- **The problem**:
For the data below, work out the number of lines containing the string "small" and answer with that number only.

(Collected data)
*** Begin section ***

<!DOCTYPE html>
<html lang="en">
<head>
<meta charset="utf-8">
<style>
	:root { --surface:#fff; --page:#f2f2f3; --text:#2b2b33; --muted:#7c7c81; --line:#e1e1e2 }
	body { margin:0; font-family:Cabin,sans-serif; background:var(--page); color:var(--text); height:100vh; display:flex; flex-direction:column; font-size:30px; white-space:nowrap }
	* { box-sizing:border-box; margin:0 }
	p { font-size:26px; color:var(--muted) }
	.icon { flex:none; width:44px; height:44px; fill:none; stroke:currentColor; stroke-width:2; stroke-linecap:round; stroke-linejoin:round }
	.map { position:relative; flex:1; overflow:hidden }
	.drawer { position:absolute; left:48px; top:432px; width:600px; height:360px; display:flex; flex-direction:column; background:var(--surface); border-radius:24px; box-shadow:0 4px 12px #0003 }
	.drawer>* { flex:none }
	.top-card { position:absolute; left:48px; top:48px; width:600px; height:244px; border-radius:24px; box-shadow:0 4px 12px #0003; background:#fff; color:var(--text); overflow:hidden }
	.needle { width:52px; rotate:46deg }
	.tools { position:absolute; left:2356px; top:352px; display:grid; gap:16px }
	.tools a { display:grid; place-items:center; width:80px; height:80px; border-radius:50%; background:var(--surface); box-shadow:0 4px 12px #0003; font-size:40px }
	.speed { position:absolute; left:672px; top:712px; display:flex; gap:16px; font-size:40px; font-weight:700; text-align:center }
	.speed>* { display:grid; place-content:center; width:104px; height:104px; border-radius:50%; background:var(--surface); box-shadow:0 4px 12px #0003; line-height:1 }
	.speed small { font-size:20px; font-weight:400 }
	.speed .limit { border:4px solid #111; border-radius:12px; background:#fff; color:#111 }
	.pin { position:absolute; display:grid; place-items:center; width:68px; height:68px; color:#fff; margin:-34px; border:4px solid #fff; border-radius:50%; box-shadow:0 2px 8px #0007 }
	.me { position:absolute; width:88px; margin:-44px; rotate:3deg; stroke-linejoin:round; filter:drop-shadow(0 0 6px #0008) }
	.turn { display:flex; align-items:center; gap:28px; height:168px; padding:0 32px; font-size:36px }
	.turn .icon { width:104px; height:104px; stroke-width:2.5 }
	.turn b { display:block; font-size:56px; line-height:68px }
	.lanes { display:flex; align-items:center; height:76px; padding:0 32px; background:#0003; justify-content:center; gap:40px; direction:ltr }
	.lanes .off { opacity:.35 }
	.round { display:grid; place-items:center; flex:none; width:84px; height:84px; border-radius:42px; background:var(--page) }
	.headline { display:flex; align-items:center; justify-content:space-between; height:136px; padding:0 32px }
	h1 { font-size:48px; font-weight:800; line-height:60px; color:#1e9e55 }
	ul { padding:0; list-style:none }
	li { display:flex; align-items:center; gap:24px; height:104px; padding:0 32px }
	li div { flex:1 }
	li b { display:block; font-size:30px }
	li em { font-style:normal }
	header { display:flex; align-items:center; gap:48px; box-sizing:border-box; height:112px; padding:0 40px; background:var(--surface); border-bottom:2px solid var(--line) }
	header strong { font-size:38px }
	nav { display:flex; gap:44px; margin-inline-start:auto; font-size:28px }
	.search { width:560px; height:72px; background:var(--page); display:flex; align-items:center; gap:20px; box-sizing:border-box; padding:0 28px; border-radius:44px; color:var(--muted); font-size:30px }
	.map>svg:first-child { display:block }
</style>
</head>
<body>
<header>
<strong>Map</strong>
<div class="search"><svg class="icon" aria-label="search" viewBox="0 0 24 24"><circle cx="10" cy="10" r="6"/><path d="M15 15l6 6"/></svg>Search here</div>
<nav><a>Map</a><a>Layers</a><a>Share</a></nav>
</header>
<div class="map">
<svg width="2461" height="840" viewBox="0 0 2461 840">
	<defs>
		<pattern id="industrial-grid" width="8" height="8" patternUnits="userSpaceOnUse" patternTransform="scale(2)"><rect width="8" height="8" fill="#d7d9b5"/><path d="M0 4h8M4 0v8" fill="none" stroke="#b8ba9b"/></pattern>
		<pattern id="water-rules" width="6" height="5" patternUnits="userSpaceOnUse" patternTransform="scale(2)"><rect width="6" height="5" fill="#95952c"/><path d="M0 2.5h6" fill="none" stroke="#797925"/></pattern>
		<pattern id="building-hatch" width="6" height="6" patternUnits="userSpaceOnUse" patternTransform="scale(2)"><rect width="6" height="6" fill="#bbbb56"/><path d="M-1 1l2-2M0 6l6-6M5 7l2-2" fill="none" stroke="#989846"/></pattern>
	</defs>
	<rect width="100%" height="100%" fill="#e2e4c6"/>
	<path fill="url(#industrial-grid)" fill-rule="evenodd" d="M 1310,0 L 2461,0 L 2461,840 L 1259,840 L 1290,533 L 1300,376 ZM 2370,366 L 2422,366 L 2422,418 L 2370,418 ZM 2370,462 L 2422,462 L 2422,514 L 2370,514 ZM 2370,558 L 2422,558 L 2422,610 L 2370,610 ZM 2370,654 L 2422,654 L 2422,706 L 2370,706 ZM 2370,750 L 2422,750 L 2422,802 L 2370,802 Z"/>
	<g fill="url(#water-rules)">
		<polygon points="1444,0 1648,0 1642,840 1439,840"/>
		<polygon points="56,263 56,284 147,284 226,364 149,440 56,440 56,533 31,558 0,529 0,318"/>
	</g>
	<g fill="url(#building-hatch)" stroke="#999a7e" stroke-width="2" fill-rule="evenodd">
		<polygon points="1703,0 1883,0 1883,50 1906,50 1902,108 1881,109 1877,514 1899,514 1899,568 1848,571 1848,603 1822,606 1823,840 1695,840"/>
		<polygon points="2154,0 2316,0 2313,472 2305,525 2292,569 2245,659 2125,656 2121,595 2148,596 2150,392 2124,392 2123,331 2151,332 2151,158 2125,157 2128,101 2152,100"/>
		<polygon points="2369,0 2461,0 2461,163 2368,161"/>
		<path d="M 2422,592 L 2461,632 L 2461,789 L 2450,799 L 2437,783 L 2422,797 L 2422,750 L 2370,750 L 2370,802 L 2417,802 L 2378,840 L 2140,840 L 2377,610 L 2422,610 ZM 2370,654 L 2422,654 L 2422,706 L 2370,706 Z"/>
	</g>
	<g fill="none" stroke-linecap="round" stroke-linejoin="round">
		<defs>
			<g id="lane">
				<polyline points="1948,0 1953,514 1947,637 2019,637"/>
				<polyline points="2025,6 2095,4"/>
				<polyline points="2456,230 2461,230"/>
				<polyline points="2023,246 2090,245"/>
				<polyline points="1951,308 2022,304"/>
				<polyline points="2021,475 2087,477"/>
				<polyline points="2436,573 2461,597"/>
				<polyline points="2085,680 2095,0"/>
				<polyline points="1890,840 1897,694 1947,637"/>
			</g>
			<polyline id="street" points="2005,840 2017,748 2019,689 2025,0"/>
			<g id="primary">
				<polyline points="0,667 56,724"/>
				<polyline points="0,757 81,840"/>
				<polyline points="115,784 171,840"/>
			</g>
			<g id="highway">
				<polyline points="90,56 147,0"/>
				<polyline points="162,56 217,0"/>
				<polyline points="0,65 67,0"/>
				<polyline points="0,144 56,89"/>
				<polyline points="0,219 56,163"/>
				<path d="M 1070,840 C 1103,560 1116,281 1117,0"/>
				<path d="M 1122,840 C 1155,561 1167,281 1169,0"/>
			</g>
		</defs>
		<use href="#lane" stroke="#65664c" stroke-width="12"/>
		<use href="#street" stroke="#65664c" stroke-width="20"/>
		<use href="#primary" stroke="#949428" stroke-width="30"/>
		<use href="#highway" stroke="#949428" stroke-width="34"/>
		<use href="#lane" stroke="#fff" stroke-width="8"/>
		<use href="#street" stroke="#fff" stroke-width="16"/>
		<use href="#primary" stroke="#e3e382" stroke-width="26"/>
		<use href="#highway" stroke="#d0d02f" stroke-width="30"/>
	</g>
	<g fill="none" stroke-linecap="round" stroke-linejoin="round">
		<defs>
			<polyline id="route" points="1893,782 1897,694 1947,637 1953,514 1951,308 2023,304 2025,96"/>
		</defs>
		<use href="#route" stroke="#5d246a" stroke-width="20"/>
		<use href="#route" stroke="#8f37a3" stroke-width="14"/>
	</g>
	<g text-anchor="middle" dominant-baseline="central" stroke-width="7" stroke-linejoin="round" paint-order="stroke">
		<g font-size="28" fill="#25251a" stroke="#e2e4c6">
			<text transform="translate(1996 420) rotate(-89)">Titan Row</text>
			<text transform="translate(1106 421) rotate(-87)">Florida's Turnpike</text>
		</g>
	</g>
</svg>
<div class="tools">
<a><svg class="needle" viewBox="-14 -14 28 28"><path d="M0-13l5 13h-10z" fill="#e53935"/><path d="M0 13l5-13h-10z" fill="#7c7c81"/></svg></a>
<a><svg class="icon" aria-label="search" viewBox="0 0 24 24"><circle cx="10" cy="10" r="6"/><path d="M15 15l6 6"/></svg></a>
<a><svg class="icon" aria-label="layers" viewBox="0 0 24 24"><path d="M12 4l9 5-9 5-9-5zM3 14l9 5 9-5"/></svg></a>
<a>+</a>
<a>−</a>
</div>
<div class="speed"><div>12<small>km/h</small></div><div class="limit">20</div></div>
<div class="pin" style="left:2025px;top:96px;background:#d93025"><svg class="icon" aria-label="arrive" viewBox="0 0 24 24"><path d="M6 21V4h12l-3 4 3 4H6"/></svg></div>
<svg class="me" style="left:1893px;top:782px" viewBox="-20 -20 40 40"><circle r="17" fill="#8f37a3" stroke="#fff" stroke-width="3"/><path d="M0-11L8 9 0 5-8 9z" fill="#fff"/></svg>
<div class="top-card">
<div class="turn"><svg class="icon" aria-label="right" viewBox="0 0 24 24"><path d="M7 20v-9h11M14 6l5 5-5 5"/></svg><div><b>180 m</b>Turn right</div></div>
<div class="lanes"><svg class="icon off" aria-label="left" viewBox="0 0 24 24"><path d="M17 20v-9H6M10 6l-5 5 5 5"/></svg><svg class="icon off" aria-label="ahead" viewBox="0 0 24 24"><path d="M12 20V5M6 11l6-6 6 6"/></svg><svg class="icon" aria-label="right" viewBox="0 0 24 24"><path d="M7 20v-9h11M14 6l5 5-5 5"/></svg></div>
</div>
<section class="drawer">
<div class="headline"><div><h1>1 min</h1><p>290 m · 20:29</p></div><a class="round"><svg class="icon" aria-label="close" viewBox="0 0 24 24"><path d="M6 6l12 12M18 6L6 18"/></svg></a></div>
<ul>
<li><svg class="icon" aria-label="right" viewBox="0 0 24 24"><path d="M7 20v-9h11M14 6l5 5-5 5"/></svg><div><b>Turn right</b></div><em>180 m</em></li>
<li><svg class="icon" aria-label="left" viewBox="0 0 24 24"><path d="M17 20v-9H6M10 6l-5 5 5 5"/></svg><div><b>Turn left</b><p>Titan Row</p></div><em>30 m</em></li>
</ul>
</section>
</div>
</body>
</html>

*** End section ***

- **Solution below**:
2